PROBLEM TO SOLVE =>
Return each line of the records below that contains the word "nowrap".

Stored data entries
━━━━━━━━━━━━━━━━━━━━━━━━━━━━━━

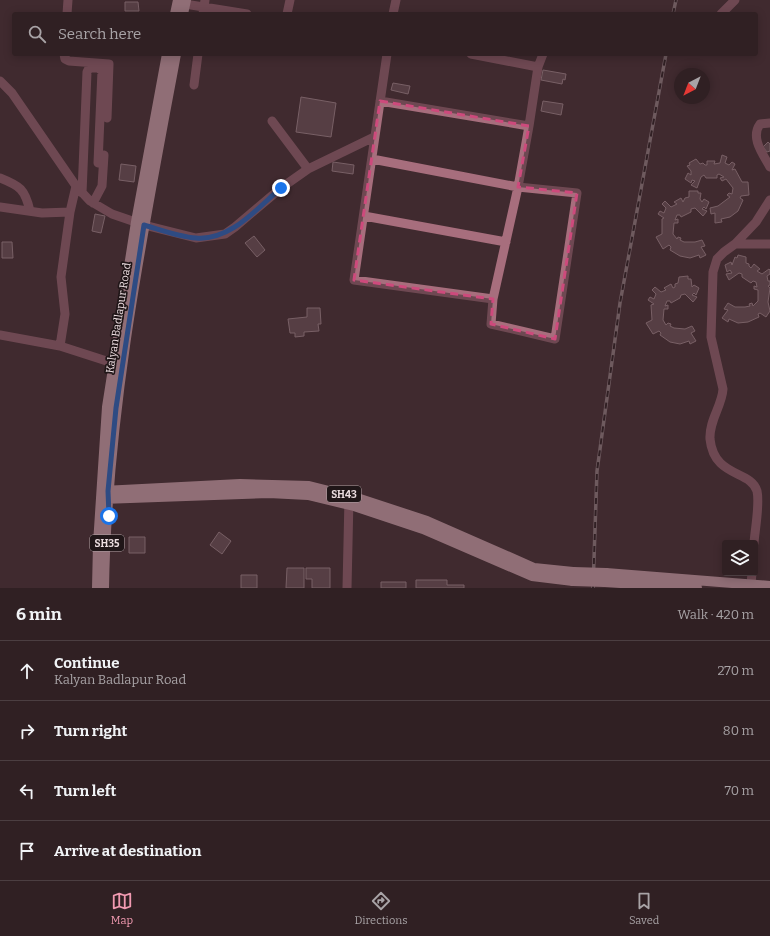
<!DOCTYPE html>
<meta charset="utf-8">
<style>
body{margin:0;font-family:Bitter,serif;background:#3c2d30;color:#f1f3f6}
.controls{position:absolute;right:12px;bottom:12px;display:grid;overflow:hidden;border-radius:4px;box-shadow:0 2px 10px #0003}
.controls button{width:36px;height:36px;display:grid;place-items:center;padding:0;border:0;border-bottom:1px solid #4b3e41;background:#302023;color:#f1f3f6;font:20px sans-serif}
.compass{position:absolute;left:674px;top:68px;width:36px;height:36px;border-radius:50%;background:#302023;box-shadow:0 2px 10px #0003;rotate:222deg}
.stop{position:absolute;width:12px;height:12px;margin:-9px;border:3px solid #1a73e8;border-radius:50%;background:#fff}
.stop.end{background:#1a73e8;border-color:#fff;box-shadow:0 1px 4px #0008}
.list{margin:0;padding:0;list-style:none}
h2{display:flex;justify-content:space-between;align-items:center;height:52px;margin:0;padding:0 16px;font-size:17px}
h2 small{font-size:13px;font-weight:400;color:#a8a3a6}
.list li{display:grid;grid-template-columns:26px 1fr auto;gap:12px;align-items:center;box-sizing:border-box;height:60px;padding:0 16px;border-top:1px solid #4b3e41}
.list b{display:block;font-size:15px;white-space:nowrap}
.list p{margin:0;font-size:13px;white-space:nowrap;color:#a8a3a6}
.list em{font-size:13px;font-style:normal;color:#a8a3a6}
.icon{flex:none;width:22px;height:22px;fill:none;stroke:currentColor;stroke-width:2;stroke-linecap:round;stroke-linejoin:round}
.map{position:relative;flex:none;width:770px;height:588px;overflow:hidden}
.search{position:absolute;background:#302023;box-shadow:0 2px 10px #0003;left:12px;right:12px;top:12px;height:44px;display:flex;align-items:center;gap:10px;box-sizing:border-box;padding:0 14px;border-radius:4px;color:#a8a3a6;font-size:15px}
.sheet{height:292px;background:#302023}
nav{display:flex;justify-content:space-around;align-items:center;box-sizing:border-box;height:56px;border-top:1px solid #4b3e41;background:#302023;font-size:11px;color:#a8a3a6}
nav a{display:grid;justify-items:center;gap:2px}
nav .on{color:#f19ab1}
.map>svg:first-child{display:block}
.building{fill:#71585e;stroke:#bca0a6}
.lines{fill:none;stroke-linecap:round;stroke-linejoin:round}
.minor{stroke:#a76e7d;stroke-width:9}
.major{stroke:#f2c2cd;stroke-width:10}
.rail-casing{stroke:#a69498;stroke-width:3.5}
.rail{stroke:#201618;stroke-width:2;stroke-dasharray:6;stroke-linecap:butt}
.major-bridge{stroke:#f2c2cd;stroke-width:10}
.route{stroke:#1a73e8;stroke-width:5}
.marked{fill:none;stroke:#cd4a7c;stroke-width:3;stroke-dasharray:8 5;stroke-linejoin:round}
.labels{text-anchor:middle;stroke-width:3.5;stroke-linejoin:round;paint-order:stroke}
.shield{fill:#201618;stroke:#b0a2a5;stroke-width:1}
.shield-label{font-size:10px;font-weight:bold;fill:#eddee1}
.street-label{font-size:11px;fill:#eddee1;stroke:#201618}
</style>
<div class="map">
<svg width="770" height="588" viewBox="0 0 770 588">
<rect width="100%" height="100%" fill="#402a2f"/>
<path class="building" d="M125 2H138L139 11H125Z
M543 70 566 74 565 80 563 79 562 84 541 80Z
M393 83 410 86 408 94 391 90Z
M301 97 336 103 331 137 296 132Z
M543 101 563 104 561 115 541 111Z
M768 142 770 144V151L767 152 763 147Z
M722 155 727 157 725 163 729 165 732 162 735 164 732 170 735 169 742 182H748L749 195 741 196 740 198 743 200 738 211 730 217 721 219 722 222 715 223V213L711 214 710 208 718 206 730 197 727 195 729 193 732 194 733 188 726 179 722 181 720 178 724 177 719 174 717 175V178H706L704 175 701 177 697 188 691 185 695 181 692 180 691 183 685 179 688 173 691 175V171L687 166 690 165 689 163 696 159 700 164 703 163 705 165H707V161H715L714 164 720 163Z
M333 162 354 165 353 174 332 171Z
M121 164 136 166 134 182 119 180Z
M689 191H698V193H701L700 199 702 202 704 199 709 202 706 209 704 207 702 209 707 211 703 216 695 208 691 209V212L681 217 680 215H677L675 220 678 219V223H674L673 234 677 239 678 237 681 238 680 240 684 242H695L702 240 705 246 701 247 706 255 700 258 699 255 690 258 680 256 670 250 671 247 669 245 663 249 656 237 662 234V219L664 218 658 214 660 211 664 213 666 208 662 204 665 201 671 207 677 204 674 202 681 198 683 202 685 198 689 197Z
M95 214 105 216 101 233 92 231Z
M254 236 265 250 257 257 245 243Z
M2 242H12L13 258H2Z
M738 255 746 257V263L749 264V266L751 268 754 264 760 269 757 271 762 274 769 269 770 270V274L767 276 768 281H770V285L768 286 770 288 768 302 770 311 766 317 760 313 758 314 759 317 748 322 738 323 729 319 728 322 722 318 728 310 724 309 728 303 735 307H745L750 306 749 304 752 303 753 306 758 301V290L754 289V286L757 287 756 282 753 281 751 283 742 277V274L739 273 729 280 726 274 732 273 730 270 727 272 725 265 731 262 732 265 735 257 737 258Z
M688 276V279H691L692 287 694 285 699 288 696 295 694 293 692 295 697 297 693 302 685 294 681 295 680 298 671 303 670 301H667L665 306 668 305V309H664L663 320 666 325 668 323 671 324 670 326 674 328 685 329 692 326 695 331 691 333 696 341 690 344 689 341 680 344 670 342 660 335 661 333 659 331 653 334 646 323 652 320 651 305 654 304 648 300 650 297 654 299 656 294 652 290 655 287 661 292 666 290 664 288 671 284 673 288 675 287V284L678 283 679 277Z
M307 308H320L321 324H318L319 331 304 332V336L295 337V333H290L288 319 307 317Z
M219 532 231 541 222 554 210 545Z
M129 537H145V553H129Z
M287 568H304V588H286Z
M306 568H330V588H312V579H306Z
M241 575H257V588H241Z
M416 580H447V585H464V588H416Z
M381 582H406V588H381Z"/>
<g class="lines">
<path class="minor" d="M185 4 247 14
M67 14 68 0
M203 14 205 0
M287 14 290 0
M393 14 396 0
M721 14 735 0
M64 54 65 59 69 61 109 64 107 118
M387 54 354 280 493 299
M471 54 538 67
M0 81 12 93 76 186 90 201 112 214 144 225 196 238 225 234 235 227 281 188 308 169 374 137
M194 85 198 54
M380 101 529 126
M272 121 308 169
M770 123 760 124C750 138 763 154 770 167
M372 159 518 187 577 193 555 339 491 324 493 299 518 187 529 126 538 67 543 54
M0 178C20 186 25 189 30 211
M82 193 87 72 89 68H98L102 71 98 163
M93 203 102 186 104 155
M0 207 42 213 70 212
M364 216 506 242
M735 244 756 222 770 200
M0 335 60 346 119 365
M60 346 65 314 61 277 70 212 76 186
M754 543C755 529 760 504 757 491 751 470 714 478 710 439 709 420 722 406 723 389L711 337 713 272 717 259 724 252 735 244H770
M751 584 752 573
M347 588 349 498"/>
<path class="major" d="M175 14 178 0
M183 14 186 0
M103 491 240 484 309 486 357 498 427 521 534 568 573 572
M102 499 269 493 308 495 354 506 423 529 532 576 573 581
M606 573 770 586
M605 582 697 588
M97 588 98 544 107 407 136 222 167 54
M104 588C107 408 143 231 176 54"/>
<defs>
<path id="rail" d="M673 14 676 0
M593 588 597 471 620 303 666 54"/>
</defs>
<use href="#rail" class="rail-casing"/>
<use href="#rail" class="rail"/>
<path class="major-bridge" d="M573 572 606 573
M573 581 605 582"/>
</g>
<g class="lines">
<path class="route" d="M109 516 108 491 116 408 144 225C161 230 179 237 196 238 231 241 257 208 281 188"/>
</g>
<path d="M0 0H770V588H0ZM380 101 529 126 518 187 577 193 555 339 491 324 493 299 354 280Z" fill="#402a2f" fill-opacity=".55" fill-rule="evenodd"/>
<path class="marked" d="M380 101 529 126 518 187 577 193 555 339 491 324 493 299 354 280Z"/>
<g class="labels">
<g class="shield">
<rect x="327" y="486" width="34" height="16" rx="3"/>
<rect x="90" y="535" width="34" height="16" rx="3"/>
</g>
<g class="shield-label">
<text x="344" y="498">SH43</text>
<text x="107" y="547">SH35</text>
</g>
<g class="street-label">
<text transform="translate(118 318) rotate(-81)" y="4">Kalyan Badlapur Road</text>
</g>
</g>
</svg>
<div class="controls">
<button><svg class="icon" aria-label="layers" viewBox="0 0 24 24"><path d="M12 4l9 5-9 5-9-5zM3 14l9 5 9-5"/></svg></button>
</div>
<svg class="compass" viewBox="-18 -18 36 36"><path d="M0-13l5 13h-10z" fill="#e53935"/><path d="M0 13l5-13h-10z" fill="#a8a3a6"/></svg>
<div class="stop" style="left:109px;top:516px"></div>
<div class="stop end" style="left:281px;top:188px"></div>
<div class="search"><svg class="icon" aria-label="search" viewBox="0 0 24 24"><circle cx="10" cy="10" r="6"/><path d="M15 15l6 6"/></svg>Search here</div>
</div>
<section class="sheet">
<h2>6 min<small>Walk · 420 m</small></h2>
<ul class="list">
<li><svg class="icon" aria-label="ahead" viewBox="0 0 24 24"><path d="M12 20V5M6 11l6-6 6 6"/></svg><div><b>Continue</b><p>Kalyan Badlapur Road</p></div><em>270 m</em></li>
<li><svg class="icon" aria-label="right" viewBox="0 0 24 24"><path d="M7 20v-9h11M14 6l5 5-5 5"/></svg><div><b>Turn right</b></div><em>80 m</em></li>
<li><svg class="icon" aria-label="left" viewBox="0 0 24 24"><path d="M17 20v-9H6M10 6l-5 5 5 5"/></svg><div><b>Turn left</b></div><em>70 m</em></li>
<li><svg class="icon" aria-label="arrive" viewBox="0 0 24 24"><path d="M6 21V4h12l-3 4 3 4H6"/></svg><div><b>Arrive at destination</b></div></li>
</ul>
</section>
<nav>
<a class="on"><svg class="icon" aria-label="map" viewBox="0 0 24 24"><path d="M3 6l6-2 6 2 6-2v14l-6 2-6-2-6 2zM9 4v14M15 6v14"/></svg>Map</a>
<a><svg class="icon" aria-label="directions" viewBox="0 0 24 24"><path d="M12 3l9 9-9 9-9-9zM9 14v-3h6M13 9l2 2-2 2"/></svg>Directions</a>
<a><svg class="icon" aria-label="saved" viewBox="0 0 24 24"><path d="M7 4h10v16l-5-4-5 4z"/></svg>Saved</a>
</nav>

━━━━━━━━━━━━━━━━━━━━━━━━━━━━━━

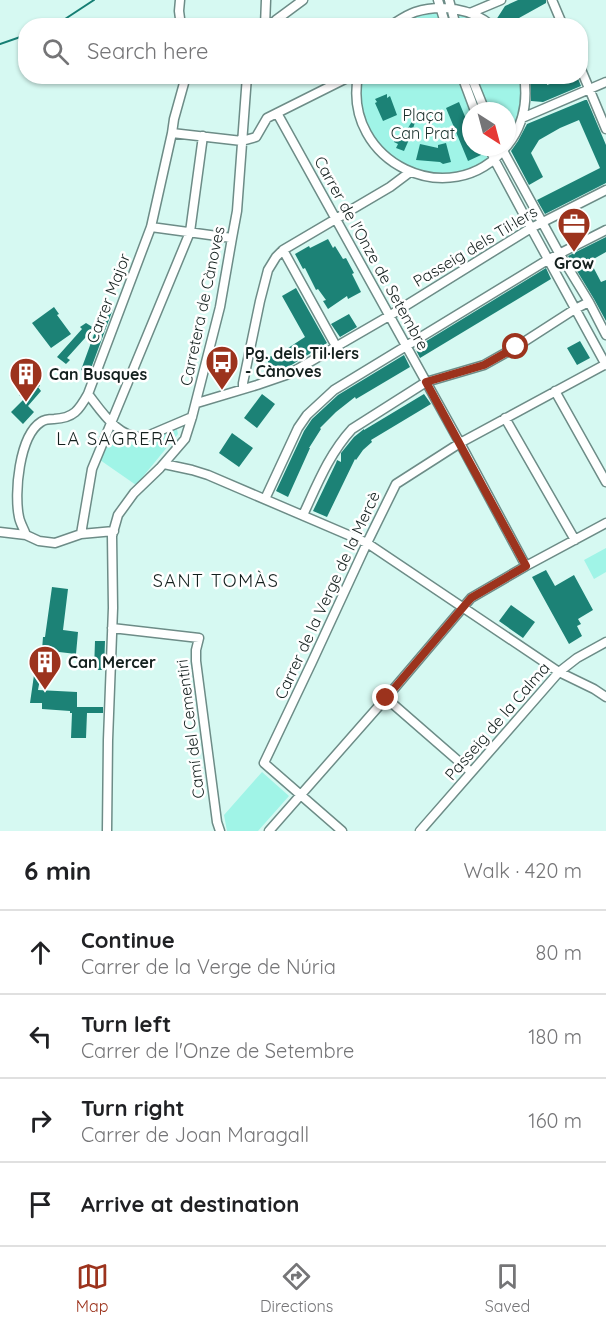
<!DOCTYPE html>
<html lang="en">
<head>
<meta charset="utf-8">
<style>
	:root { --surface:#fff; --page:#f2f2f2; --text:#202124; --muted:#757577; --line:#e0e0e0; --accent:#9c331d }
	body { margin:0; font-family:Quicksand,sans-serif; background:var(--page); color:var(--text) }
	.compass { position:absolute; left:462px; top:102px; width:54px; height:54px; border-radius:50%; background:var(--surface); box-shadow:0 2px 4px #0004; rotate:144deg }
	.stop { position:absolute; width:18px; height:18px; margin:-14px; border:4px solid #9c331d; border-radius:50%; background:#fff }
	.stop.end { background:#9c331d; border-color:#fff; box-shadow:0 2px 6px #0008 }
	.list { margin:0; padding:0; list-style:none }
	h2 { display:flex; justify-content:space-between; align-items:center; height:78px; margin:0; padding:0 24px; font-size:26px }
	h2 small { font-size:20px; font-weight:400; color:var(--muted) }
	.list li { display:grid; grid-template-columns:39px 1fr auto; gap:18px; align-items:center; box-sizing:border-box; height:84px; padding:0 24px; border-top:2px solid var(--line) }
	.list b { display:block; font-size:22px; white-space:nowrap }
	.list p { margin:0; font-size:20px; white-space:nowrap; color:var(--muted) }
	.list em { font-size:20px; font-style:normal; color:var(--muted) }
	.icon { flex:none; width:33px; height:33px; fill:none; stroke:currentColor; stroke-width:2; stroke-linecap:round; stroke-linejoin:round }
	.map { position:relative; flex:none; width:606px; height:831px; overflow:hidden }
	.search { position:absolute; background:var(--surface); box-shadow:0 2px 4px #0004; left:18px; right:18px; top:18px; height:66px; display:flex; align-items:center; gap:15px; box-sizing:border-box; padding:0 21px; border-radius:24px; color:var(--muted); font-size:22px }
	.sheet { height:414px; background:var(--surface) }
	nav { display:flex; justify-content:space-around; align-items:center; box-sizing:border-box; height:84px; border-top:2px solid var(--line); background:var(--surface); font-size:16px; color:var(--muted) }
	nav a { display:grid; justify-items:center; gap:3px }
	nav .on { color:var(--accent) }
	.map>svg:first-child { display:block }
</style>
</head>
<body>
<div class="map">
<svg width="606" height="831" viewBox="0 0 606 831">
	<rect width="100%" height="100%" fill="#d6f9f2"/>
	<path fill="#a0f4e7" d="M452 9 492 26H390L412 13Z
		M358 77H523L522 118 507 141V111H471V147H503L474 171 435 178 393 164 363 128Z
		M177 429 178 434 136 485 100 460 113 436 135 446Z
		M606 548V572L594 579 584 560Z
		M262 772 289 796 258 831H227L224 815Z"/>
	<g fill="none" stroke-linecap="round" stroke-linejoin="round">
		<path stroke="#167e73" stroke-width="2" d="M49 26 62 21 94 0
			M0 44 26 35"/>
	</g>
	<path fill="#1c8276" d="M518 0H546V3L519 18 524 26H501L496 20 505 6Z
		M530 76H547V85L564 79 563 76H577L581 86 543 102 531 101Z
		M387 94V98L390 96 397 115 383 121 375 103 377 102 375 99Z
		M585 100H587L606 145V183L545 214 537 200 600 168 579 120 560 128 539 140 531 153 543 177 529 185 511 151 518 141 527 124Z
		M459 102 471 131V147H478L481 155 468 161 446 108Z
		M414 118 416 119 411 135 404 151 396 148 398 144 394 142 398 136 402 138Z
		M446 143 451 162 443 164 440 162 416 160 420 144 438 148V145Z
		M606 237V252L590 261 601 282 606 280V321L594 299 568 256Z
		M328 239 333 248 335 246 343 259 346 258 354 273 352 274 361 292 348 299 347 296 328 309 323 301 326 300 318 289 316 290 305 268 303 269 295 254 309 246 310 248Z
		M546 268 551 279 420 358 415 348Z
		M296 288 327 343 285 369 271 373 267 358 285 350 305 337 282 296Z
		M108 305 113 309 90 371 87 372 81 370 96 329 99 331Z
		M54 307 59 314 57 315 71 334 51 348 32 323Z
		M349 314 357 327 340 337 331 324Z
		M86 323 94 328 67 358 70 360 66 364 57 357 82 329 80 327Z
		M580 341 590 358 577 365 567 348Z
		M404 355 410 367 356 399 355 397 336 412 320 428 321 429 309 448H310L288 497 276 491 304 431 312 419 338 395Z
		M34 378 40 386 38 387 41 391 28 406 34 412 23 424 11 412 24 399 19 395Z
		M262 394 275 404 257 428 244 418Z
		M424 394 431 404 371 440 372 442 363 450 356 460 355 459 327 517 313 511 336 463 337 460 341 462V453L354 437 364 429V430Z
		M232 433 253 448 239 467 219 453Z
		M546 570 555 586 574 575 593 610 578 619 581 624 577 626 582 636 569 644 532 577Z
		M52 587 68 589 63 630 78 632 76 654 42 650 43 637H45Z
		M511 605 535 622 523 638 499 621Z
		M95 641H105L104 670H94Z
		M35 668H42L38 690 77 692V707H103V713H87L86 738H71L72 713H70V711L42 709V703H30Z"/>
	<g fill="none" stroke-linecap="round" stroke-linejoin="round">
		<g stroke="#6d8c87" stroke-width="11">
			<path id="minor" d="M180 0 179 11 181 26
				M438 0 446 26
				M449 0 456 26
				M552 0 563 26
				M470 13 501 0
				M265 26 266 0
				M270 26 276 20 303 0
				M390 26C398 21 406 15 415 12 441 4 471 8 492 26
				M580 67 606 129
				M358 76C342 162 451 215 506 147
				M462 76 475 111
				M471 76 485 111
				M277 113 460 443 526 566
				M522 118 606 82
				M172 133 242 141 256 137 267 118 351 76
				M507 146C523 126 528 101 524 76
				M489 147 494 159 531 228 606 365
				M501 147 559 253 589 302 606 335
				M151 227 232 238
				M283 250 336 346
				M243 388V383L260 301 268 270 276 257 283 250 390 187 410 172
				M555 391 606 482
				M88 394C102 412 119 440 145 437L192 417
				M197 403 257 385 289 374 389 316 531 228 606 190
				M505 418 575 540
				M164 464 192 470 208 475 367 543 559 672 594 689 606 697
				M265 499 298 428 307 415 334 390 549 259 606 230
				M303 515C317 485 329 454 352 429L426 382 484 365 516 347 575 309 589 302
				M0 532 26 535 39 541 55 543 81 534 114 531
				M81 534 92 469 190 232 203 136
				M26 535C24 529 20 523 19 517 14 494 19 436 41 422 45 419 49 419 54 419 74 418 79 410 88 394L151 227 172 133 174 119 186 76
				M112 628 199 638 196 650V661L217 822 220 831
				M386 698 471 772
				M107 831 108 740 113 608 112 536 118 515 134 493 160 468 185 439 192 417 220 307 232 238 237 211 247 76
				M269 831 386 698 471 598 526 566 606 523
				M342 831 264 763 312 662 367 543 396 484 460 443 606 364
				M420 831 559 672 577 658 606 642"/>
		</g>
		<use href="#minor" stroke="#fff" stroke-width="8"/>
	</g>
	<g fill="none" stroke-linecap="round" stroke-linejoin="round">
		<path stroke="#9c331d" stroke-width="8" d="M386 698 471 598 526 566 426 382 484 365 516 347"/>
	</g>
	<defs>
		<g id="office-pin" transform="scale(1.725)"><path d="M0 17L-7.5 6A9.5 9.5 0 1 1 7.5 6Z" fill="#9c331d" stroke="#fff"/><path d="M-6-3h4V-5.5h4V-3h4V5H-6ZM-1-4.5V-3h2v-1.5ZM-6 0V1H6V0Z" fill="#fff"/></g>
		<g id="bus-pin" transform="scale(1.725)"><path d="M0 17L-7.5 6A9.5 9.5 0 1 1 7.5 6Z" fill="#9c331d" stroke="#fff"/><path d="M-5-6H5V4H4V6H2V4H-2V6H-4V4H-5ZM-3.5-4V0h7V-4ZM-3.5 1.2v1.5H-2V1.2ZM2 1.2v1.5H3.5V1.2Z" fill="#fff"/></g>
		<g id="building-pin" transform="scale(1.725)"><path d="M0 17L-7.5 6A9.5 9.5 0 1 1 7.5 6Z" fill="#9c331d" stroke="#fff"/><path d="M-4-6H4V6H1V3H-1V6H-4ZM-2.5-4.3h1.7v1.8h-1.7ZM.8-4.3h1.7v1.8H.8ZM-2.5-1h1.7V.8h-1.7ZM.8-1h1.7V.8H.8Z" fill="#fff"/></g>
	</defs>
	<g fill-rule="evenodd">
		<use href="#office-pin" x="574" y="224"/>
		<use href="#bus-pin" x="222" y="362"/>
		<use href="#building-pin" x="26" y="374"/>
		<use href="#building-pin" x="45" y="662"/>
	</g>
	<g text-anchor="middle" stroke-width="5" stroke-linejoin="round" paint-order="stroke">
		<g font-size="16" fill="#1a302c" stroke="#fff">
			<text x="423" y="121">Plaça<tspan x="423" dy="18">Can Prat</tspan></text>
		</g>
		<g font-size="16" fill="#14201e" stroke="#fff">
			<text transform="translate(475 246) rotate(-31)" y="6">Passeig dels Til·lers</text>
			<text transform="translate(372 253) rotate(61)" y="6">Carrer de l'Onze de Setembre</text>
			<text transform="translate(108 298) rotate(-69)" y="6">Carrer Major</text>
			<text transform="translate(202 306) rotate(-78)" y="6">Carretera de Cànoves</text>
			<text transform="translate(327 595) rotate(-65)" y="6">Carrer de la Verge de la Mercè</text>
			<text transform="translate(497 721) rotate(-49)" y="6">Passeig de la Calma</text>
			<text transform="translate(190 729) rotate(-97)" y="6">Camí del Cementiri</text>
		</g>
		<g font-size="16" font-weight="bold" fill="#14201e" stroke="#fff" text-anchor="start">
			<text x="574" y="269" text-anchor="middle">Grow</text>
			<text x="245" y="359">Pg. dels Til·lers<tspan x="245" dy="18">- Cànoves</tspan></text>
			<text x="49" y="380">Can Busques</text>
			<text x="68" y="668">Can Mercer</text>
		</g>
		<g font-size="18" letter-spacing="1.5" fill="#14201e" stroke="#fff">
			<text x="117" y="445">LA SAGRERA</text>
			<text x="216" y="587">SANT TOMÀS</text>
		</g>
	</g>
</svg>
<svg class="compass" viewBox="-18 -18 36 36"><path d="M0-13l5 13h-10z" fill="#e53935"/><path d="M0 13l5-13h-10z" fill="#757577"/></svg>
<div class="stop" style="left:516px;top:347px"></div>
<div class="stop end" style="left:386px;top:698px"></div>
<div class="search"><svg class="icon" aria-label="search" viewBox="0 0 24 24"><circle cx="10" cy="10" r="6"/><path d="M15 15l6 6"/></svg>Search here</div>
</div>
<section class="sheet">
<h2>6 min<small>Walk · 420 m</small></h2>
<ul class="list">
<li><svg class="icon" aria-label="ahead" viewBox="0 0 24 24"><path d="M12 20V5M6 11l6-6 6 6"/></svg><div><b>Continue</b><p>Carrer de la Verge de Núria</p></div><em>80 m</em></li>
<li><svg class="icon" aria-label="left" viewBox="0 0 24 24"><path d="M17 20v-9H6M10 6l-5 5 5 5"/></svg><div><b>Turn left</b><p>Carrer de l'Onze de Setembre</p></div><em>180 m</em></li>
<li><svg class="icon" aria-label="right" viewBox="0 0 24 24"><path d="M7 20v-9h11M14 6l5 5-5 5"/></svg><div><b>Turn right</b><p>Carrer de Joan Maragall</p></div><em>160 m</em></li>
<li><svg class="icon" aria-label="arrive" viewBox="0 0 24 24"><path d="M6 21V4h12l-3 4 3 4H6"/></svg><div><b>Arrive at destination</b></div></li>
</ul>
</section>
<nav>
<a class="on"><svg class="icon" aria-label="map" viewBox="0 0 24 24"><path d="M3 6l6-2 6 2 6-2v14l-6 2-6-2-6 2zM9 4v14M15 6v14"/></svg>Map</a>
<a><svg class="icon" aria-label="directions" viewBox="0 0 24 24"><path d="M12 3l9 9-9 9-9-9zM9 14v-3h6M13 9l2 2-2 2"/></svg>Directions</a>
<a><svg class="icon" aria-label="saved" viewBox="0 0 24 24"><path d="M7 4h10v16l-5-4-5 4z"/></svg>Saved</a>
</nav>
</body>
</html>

━━━━━━━━━━━━━━━━━━━━━━━━━━━━━━

ANSWER BELOW =>
.list b{display:block;font-size:15px;white-space:nowrap}
.list p{margin:0;font-size:13px;white-space:nowrap;color:#a8a3a6}
	.list b { display:block; font-size:22px; white-space:nowrap }
	.list p { margin:0; font-size:20px; white-space:nowrap; color:var(--muted) }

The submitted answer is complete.